Students in French 103: Building Proficiency in French are learning to articulate their language and grammar skills by producing French film critiques. Students work with a partner to co-host the critique. They select a French film and through a series of scaffolded assignments begin to polish their 3-4 minute final product. Students learn what is a “good” film critique by watching and discussing the technical elements, style, structure, hook, and writing of these critiques with their class. Students then write a film critique treatment, script, create film logs, select clips from their films of choice using iShowU, rehearse their language and grammar skills in front of a recorded green screen, and peer review the results. They begin the editing process using FCPX to bring together the screen green footage, film score, and clips from their films to create a polished French film critique.
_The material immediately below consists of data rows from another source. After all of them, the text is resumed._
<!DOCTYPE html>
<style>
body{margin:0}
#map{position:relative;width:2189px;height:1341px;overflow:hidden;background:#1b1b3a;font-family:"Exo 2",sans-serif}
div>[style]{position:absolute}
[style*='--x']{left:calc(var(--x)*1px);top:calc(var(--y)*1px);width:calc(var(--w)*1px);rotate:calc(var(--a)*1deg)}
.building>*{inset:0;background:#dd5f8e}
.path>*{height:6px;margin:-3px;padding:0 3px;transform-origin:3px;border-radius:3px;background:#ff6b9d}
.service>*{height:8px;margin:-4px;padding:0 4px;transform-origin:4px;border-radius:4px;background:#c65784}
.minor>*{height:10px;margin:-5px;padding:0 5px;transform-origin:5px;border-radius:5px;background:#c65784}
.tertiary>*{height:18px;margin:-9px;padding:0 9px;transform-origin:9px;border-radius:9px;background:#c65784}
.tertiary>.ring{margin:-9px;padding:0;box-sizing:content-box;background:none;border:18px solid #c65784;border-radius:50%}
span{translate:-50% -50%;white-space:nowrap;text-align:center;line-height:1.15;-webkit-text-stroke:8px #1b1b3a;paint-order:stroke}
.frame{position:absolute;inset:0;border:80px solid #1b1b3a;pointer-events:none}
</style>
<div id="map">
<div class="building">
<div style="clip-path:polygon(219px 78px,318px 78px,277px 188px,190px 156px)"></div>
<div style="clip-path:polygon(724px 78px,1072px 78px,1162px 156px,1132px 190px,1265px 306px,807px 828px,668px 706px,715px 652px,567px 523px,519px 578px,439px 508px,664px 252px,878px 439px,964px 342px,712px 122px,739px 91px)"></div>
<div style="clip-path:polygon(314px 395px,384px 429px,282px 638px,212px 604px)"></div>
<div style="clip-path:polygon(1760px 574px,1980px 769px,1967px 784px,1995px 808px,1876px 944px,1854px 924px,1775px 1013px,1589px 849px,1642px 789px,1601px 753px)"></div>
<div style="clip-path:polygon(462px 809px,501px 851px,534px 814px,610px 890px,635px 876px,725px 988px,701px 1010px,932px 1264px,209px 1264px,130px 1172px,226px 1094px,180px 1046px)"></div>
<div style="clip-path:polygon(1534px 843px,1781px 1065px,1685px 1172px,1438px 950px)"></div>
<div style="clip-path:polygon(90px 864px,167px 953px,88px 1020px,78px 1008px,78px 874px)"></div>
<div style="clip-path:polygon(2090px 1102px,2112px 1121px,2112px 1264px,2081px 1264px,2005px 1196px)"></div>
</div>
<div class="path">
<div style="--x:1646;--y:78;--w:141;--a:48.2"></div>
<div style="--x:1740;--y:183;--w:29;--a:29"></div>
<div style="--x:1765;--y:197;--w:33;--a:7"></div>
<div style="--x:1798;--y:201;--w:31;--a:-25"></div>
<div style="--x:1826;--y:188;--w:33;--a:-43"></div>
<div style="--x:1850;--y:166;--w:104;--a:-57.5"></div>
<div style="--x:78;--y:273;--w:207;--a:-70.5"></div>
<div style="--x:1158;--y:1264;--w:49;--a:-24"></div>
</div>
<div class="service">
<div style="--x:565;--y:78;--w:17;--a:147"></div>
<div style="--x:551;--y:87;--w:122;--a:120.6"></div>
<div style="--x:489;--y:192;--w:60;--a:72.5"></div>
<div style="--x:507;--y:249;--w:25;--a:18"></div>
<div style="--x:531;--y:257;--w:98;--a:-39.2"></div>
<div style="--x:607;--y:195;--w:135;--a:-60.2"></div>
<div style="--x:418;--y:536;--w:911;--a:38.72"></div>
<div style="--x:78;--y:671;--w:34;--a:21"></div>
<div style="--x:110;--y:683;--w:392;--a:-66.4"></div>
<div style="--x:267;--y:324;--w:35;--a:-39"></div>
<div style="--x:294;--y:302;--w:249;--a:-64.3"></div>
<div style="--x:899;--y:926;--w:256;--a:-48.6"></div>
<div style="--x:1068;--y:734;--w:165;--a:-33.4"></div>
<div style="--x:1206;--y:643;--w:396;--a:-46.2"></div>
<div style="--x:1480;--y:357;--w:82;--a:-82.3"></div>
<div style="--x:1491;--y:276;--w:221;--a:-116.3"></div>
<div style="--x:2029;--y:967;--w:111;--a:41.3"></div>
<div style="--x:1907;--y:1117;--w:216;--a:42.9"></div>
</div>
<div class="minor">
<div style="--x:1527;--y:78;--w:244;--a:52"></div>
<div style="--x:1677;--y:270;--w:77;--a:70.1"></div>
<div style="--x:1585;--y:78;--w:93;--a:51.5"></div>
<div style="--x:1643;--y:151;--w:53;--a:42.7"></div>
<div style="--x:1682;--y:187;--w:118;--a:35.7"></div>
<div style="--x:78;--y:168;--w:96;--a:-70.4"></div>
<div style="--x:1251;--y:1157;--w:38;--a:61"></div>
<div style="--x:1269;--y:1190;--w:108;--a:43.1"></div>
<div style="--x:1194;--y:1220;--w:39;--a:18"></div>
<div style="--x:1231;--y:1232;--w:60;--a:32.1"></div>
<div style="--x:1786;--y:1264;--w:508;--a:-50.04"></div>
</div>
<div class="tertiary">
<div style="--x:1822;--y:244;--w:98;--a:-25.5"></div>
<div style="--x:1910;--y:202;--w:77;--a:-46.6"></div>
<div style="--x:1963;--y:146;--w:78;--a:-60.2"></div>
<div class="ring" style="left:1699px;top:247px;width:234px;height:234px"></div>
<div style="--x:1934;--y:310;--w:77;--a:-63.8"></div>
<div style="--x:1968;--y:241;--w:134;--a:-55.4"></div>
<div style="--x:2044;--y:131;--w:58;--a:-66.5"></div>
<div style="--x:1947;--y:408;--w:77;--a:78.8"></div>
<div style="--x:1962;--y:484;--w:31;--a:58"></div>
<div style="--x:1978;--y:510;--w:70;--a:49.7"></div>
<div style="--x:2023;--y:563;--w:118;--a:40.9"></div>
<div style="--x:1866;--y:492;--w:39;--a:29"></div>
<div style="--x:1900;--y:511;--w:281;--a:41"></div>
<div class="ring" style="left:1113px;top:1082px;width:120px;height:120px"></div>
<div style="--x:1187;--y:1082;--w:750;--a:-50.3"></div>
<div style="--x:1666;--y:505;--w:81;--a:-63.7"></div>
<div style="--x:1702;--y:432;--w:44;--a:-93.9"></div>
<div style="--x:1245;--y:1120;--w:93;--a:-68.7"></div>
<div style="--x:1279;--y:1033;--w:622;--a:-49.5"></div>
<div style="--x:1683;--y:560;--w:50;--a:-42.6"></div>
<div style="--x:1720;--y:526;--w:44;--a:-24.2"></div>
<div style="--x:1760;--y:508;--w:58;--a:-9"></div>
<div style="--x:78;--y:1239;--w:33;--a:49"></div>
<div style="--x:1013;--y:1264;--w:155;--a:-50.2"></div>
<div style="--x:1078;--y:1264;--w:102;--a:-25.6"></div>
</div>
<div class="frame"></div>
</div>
This process creates a truly unique and creative way to articulate and reflect on the French language not to mention adding some really valuable technical skills that they will need as they advance into their professional futures. In keeping with the underlying theme of this course that focuses on oral tradition in African and Caribbean cultures, students in French 236: Francophone Topics Course: French West Indies, will be asked to create podcast productions referring to course content such as transatlantic slave trade, female experience of slavery, and Carnaval. To create the podcast students will form teams of 2 or 3, select a topic, research and discuss various types of podcast formats and structures, have open discussions about technical elements of podcasting, style, hook, and structure. They develop a treatment and script. They are involved in hands-on workshops learning to operate zoom recorder kits for interviewing, audio booth training to record their narrations, Audacity and Garage Band for splicing and arranging the podcast into completion. The result is a reflective, articulate, and creative account of their interaction with the course content. Professor Gosson will be incorporating her course design for French 103 Fall 2016 and French 236 Spring 2017.